L'entreprise, si elle veut favoriser cette révolution intérieure, doit de plus faciliter la mise en œuvre de trois vertus cardinales : la simplicité, la frugalité et la fécondité.
- La simplicité regroupe toutes les chasses obsessionnelles aux "usines à gaz", aux complications, aux accumulations, aux encombrements aussi inutiles que dispendieux. Mais la simplicité est difficile (la simplicité est tout le contraire de la facilité puisque ce qui est facile ne vaut rien). Elle appelle du génie et beaucoup de travail et d'intelligence, d'imagination et d'astuce.

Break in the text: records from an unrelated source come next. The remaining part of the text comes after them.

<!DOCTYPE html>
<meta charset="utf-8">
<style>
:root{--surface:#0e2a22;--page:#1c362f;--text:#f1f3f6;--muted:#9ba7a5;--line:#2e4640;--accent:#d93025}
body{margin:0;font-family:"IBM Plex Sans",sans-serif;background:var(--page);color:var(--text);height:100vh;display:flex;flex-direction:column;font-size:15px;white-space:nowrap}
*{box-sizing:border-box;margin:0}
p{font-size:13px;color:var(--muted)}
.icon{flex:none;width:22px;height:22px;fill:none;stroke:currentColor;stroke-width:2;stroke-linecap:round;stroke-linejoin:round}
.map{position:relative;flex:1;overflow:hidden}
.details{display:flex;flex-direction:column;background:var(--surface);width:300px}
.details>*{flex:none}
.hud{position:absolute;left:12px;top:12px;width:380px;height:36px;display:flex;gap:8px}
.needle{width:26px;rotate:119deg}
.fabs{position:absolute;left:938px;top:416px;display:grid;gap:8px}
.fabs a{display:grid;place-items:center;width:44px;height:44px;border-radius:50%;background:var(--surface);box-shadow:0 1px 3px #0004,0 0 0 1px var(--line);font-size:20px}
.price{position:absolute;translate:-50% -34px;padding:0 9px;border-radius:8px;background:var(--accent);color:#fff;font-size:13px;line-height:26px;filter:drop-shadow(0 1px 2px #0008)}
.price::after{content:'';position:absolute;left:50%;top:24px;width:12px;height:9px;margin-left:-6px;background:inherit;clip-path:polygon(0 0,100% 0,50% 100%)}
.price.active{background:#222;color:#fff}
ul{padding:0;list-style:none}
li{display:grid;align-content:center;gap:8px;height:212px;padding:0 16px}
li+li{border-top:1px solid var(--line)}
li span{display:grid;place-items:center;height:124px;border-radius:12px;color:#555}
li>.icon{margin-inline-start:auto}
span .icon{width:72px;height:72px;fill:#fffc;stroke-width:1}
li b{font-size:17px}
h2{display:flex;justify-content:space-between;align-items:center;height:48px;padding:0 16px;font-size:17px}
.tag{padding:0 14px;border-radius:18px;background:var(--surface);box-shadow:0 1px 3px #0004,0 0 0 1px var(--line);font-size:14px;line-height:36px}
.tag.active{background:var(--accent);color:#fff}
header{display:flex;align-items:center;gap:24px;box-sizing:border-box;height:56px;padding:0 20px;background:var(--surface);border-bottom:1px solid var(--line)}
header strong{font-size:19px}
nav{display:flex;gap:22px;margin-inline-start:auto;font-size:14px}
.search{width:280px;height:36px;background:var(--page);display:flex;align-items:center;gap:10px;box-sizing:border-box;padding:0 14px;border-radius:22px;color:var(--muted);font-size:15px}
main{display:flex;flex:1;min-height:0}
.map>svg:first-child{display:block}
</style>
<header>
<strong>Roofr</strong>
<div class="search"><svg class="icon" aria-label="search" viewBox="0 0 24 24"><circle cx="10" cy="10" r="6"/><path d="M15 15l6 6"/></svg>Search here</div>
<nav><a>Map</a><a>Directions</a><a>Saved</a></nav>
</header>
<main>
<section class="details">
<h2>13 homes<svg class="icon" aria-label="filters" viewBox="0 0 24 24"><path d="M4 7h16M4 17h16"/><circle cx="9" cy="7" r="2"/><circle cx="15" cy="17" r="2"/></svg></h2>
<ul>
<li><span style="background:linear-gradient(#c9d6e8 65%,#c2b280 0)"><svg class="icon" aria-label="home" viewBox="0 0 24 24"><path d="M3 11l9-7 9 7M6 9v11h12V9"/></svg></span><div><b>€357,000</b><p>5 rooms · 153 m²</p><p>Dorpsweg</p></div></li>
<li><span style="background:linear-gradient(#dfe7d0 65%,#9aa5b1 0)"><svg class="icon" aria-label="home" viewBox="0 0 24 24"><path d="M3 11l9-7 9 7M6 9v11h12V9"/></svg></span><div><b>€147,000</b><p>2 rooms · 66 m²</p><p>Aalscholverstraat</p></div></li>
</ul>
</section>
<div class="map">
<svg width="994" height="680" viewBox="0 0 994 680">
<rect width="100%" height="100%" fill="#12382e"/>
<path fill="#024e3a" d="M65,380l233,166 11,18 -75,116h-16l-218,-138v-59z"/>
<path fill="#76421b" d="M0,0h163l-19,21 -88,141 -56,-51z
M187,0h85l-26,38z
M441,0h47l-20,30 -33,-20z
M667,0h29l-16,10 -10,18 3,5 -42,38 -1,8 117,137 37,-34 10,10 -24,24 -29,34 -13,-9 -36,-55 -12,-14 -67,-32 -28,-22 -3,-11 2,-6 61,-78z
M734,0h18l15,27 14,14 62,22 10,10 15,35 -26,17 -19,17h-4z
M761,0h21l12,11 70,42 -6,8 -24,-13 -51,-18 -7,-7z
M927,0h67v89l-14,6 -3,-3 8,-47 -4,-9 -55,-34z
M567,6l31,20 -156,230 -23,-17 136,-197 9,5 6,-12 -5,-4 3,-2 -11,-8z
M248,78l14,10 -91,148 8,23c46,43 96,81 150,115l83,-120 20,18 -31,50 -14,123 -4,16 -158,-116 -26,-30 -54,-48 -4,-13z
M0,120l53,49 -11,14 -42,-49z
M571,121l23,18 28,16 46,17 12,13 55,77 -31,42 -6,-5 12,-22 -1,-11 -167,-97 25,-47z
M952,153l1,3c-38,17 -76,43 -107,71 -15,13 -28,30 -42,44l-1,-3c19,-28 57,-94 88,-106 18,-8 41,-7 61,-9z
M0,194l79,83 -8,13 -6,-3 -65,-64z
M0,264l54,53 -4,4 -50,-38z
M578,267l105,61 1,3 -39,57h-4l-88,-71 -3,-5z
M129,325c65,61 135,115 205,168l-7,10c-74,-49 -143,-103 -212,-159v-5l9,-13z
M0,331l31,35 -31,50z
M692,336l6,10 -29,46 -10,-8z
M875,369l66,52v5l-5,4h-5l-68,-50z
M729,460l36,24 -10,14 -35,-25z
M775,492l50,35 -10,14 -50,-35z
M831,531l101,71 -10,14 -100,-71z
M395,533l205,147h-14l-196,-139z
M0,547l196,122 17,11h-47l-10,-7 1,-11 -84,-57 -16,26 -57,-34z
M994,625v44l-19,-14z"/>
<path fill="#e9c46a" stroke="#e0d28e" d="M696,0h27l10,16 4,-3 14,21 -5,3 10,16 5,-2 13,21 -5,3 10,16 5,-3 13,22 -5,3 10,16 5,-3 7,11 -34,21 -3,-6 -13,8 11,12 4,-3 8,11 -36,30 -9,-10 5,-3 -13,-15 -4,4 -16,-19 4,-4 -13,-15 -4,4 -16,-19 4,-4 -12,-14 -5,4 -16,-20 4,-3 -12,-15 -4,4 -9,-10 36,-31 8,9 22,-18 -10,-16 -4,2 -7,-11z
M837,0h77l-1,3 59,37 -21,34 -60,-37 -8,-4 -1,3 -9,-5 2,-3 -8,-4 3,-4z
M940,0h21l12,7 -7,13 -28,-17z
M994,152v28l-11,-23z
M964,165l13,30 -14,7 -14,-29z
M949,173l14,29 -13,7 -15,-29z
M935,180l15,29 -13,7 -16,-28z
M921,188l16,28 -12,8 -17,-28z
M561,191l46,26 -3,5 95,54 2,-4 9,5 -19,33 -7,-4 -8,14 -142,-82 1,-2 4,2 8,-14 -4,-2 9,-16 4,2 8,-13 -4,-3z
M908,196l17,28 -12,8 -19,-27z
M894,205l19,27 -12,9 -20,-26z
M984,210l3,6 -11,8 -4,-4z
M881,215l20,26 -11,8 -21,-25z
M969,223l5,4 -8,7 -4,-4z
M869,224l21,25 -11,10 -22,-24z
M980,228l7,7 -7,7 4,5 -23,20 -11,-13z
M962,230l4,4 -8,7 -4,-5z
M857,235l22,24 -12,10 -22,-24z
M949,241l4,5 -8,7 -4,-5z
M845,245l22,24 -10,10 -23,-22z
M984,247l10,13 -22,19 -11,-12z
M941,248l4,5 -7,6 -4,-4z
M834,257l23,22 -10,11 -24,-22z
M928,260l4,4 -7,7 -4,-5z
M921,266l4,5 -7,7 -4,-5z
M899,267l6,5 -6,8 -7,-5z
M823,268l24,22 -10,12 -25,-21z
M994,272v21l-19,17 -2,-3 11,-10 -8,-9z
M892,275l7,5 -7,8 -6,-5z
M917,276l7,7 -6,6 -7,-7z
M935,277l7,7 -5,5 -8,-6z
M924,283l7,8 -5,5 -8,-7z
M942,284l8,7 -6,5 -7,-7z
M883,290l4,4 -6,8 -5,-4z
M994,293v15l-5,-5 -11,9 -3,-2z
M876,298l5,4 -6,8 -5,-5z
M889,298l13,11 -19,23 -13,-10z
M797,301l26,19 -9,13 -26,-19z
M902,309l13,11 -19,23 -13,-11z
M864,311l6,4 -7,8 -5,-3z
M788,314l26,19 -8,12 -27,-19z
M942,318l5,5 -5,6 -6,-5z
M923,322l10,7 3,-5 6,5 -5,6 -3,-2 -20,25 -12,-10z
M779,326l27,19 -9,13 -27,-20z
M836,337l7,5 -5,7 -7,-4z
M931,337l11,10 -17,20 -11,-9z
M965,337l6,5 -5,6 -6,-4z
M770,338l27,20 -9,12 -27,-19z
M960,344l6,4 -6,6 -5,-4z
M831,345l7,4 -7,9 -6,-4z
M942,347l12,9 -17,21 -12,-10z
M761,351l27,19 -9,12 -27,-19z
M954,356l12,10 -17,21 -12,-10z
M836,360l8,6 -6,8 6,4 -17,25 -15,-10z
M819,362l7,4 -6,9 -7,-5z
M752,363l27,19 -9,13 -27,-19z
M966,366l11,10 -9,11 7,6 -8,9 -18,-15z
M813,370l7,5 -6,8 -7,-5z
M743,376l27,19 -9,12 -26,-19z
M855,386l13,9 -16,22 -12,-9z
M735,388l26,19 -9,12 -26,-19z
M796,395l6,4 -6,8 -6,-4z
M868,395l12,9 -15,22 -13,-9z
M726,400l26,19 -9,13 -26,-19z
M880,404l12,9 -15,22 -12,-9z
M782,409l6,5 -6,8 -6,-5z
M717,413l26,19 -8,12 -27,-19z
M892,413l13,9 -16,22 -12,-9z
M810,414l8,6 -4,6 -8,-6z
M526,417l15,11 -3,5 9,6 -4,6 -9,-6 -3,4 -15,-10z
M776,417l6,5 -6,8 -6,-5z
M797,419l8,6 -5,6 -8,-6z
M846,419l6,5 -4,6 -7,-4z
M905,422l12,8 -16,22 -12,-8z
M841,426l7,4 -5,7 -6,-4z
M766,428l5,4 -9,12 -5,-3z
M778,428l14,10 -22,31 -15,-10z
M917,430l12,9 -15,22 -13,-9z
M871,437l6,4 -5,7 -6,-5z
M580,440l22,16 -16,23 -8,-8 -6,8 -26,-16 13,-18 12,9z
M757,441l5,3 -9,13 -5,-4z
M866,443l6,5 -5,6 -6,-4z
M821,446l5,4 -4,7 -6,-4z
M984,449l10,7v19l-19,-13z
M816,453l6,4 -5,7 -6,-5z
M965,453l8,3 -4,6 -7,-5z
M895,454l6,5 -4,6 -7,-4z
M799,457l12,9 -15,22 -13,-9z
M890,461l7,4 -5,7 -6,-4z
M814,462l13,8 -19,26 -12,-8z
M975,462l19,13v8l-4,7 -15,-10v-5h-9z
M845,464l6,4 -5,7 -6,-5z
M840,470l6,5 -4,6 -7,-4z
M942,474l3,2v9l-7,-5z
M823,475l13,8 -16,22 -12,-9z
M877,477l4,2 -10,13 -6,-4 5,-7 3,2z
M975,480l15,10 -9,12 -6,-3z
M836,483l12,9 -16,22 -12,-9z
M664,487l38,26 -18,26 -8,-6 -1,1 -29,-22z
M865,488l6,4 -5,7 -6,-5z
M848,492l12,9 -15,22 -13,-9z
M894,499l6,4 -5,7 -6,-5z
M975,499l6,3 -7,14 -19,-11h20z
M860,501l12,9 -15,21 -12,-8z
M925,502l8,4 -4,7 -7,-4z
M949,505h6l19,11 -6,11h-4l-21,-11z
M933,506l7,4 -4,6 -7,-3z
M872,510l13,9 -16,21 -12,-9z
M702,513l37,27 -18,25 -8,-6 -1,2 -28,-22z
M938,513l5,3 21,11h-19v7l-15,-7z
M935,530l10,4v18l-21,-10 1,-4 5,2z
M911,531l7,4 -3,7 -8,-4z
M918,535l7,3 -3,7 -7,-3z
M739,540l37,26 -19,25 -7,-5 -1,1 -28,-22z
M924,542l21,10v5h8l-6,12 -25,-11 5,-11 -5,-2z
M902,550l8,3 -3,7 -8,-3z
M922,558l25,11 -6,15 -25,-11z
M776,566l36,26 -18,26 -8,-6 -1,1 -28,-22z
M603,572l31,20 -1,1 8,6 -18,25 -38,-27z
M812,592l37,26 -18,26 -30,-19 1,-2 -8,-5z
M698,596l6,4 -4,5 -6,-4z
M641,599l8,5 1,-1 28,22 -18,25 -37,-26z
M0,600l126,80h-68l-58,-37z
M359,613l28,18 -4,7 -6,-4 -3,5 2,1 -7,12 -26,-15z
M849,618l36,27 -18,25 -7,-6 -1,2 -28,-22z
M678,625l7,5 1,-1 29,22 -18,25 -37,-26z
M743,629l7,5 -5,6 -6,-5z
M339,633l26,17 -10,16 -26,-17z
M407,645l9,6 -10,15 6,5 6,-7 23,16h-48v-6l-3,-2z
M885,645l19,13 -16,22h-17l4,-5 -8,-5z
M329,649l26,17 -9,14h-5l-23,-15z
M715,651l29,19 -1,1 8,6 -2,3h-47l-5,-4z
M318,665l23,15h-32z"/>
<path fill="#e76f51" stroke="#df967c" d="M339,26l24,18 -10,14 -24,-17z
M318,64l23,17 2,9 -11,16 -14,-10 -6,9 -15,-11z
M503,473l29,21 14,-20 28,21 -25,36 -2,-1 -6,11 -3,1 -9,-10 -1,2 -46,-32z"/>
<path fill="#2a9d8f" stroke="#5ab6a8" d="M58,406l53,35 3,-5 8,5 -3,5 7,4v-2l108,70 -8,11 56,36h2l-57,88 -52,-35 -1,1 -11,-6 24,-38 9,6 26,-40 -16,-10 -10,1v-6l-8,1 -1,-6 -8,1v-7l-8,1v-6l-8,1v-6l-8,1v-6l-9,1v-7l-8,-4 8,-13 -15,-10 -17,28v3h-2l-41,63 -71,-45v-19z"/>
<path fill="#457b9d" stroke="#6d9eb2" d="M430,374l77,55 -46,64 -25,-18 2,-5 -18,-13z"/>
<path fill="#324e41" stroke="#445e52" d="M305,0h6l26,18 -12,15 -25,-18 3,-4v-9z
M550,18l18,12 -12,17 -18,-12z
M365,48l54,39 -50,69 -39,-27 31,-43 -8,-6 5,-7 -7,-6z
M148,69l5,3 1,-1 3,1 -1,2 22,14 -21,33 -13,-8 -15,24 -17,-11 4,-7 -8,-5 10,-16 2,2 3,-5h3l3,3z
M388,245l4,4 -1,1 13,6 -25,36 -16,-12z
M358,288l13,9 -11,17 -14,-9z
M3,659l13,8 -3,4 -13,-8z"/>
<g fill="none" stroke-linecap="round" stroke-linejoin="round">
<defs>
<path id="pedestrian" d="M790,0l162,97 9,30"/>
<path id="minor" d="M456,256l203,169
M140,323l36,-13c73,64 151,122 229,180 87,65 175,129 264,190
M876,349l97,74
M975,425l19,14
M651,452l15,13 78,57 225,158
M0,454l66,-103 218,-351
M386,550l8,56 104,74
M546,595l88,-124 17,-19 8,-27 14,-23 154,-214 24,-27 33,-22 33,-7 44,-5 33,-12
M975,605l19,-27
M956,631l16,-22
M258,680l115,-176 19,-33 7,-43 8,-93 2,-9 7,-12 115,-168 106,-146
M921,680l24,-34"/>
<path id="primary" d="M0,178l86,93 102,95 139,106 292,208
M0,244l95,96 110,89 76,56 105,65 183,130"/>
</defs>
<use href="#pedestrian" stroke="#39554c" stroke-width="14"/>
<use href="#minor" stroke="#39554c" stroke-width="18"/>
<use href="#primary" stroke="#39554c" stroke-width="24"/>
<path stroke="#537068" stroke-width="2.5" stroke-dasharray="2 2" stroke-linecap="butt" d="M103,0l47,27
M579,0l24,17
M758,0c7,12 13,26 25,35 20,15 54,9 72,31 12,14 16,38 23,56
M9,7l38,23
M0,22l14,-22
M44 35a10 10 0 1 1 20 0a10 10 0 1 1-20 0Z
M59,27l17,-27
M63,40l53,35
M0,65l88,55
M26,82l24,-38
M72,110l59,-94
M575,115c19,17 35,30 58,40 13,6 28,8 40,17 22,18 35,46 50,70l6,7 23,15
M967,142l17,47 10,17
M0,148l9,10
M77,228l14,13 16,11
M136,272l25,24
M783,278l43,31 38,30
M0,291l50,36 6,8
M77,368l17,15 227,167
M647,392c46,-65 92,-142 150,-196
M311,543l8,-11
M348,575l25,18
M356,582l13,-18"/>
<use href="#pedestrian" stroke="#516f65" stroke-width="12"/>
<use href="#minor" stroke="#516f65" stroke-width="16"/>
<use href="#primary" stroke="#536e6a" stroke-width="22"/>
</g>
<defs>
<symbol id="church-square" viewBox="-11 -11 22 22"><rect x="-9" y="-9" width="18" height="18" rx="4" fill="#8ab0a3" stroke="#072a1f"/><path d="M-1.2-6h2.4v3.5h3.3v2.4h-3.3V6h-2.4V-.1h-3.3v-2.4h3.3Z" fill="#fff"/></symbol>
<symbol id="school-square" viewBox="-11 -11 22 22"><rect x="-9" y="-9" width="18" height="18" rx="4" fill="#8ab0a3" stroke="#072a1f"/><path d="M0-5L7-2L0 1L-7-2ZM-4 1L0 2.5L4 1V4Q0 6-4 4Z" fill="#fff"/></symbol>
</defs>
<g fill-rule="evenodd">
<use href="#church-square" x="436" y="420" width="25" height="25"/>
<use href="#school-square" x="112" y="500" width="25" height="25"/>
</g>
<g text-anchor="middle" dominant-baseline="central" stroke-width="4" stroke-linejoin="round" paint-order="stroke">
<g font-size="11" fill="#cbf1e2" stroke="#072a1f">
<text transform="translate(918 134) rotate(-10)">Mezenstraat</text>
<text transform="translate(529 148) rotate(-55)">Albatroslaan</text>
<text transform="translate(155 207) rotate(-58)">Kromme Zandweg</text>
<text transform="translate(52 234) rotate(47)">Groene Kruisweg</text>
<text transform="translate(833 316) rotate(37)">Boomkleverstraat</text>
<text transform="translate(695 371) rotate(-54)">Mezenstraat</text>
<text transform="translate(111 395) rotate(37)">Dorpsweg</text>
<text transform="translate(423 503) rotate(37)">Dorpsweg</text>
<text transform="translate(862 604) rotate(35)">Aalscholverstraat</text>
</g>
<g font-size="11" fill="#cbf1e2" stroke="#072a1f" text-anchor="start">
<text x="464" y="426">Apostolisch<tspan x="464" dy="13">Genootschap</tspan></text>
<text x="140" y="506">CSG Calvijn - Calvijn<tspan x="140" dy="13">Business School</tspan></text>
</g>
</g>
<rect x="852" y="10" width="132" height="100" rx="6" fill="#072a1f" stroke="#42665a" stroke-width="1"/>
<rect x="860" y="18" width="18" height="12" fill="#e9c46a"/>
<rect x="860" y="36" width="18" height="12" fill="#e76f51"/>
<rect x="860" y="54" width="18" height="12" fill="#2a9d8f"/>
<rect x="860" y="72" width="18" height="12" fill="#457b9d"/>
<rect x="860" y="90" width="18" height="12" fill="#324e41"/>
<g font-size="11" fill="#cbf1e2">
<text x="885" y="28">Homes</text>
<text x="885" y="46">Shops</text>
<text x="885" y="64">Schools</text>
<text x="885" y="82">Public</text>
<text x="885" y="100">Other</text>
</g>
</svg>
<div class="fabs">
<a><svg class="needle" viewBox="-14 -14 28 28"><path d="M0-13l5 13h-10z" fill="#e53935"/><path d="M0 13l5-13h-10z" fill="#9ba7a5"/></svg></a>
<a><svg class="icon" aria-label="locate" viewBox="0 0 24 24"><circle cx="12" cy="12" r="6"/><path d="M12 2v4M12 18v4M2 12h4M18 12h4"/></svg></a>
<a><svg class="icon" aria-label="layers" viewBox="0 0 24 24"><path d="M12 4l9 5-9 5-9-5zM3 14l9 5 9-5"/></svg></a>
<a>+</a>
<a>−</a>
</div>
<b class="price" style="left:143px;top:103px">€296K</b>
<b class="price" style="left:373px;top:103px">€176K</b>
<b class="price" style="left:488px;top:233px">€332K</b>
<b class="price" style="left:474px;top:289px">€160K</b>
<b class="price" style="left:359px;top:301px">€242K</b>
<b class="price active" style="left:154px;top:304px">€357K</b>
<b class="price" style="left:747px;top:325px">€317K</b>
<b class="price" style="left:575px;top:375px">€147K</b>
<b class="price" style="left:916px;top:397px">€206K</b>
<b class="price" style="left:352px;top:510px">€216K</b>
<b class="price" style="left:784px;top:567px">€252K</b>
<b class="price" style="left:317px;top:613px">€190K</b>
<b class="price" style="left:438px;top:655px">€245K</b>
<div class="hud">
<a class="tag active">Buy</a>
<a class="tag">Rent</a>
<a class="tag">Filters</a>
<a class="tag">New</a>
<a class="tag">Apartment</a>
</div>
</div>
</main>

- La frugalité est la seule réponse possible (et irrémédiable) aux logiques de pénurie qui frappent durablement toutes les ressources, tant naturelles (énergie, eau douce, terres arables, métaux, etc …) que culturelles (faillite de nos systèmes éducatifs) . La frugalité fait une chasse radicale à toutes les formes de gaspillages, matériels et immatériels (l'énergie mentale et le temps - les nôtres et ceux de nos collaborateurs - sont deux champs fameux de gaspillages immatériels aussi navrants que honteux). La frugalité, c'est, en tout, faire beaucoup mieux (et non plus) avec beaucoup moins.
- La fécondité, enfin, est un état d'esprit qui couvre à la fois la volonté de durer et la volonté de créer (l'une ne va d'ailleurs pas sans l'autre). Chaque fois que l'on construit de la valeur en agrégeant des ressources (c'est bien ce que font toutes les entreprises tant industrielles que de services), le réflexe heureux est de se demander comment mieux faire encore pour que ce 1+1=3 que l'on vient de réaliser devienne un 1+1=4 ; non par appât du gain, par esprit de lucre ou par cupidité, mais parce que, si le 3 est la clé de la survie immédiate ou à court terme, alors le 4 est la clé de la pérennité et de solidité. Mais ne nous méprenons pas : lorsque je parle de valeur produite, je ne parle pas seulement de valeurs financières ou comptables, je parle aussi - et souvent surtout - de valeurs immatérielles comme de l'intelligence et de la créativité collectives, de la visibilité et de la notoriété, des savoir-faire, des maîtrises technologiques ou managériales, des réseaux relationnels féconds, etc … et de l'enthousiasme, de la passion, de la joie.
Posons une note de philosophie en péroraison de ce petit article.
On confond généralement "bonheur" et "joie de vivre". C'est une erreur. On n'est en général pas responsable du bonheur que l'on vit, puisque l'essentiel de sa substance nous est donné par notre milieu (amour, amitiés, prospérité, santé, etc …). Par contre, chacun de nous est seul responsable de sa propre joie de vivre car celle-ci nait de la nature du regard que l'on porte sur soi et sur le monde. La joie de vivre est affaire de volonté profonde et personnelle. La joie de vivre est une ascèse, une discipline quotidienne. La joie de vivre est un état d'esprit. La joie de vivre, pour soi, se décide chaque matin. La joie de vivre est un art de vivre.